Professor Alan Simson reflects on aims of the International Urban Trees Research Conference being held on 5-6 April

Timing is everything, and this applies just as much to putting on a conference as to anything else.
Trees, People and the Built Environment 3 (TPBE3), the International Urban Trees Research Conference, couldn’t be being held at a more constructive time. Internationally, nationally and locally there is much political and media debate on the issues surrounding globalisation, localism and viable economic regeneration. Financial investment is a global phenomenon, and is likely to stay that way, but what the pundits seem to forget is that future economic investment is likely to favour the creative industries, which in turn will favour places of high environmental quality, with a happy and healthy population of people.
Quality communications, transport and human health and happiness – the inter-related themes of TPBE3 – are absolutely crucial to establishing and maintaining places of quality. This conference will be melding up-to-date international and national research with creative examples of ‘research into action’ and reflective practice. This will provide ‘evidence-based design’ for decision makers, researchers, practitioners and the media to refine and strengthen even further the crucial links that exist between trees, people and the built environment.
As the late, great David Bowie said, ‘Tomorrow belongs to those who can hear it coming’.

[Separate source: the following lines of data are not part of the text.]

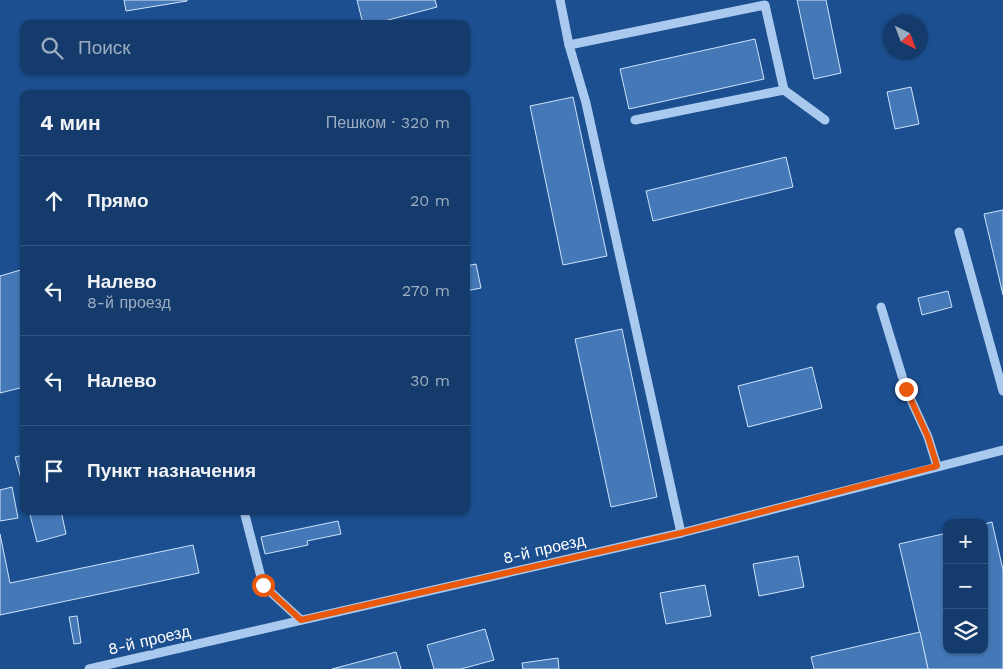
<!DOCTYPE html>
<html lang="ru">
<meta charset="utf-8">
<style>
body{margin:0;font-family:"Work Sans",sans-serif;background:#214673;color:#f1f3f6}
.controls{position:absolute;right:15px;bottom:15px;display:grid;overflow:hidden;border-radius:10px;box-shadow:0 1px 4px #0004}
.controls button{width:45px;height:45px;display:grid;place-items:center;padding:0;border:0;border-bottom:1px solid #33557e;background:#143b6b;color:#f1f3f6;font:25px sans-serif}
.compass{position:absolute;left:883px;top:15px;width:45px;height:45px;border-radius:50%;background:#143b6b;box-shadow:0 1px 4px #0004;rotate:138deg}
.stop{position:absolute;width:15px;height:15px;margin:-11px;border:4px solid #ea580c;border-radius:50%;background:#fff}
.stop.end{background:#ea580c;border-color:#fff;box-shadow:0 1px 5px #0008}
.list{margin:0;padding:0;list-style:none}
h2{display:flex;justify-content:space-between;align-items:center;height:65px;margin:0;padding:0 20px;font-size:21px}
h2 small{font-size:16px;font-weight:400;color:#9dadc1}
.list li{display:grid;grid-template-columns:32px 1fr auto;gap:15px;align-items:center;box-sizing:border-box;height:90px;padding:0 20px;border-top:1px solid #33557e}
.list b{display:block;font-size:19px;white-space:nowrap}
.list p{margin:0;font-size:16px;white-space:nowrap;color:#9dadc1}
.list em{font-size:16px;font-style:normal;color:#9dadc1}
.icon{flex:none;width:28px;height:28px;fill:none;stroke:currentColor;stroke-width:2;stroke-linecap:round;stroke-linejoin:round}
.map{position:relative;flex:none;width:1003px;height:669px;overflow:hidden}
.search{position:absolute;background:#143b6b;box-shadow:0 1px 4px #0004;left:20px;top:20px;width:450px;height:55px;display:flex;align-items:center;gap:12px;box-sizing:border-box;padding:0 18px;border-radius:10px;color:#9dadc1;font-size:19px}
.panel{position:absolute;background:#143b6b;box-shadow:0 1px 4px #0004;left:20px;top:90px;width:450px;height:425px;border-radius:10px}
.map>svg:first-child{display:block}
.building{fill:#4478b7;stroke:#cfe3fa}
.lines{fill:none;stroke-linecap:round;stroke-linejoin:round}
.minor{stroke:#a9c9ee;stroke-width:9}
.route{stroke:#ea580c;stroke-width:6}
.labels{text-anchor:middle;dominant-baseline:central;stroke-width:4;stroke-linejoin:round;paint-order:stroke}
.street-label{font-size:16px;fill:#fff;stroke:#1b4f8f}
</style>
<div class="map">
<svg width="1003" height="669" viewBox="0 0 1003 669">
<rect width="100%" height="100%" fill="#1b4f8f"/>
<g class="building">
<path d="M124 0H187V1L126 11Z"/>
<path d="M357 0H435L437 7 373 24H363Z"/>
<path d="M797 0H826L841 73 814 79Z"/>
<path d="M755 39 764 79 629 109 620 69Z"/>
<path d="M911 87 919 124 895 129 887 92Z"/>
<path d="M573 97 607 256 563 265 530 106Z"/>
<path d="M786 157 793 187 653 221 646 191Z"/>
<path d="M1003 210V295L984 214Z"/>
<path d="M476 264 481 288 466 291V266Z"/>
<path d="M24 269V387L0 393V276Z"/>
<path d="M948 291 952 307 922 315 918 298Z"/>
<path d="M622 329 657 497 611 507 575 339Z"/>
<path d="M812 367 822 408 748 427 738 386Z"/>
<path d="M24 455V490L15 457Z"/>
<path d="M12 487 18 518 0 521V490Z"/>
<path d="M29 511H61L66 534 37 542Z"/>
<path d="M338 521 341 534 307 541 308 545 265 554 261 537Z"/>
<path d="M992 522 1003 570V669H928L899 544 947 533V650H984V524Z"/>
<path d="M0 534 10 583 193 545 199 573 0 615Z"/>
<path d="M798 556 804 587 759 596 753 564Z"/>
<path d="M705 585 711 616 666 624 660 593Z"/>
<path d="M77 616 81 643 74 644 69 617Z"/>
<path d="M485 629 494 660 461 669H434L427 645Z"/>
<path d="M920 632 928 669H814L811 657Z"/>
<path d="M396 652 401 669H332Z"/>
<path d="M558 658 559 669H523L522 663Z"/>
</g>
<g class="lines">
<g class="minor">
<path d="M560 0 569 45 586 103 681 533"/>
<path d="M569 45 765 5 784 90 635 120"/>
<path d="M784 90 825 120"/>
<path d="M959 232 1003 391"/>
<path d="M881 307 906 389 928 437 937 466"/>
<path d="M244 511 263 585 301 620"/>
<path d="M89 669 681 533 1003 450"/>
</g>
</g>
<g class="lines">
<path class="route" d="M263 585 301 620 681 533 937 466 928 437 906 389"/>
</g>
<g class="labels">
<g class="street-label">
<text transform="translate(544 549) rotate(-13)">8-й проезд</text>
<text transform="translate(149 640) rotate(-13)">8-й проезд</text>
</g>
</g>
</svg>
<div class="controls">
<button>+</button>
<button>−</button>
<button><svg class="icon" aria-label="layers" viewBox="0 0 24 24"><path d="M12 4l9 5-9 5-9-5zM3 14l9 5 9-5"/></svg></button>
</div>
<svg class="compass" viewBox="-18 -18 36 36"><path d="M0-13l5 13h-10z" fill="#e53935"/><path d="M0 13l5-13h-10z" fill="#9dadc1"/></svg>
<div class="stop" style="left:263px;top:585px"></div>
<div class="stop end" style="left:906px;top:389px"></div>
<div class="search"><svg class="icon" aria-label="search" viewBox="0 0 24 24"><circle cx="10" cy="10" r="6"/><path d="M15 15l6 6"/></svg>Поиск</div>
<section class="panel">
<h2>4 мин<small>Пешком · 320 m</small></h2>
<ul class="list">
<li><svg class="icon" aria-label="ahead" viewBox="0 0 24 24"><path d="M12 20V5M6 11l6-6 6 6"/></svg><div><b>Прямо</b></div><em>20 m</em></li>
<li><svg class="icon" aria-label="left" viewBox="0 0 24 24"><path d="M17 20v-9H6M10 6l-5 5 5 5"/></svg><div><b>Налево</b><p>8-й проезд</p></div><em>270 m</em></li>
<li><svg class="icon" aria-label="left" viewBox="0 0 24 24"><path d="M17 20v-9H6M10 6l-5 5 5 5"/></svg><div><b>Налево</b></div><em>30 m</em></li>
<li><svg class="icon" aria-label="arrive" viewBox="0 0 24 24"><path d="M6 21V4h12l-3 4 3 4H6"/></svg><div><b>Пункт назначения</b></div></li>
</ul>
</section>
</div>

Professor Alan Simson is a Professor of Landscape Architecture and Urban Forestry at Leeds Beckett University School of Art, Architecture and Design. He has led several European urban forestry research projects and is involved in many international and regional activities and initiatives related to green infrastructure and urban forestry. He is chairing Trees, People and the Built Environment 3 at the University of Birmingham on 5–6 April 2017.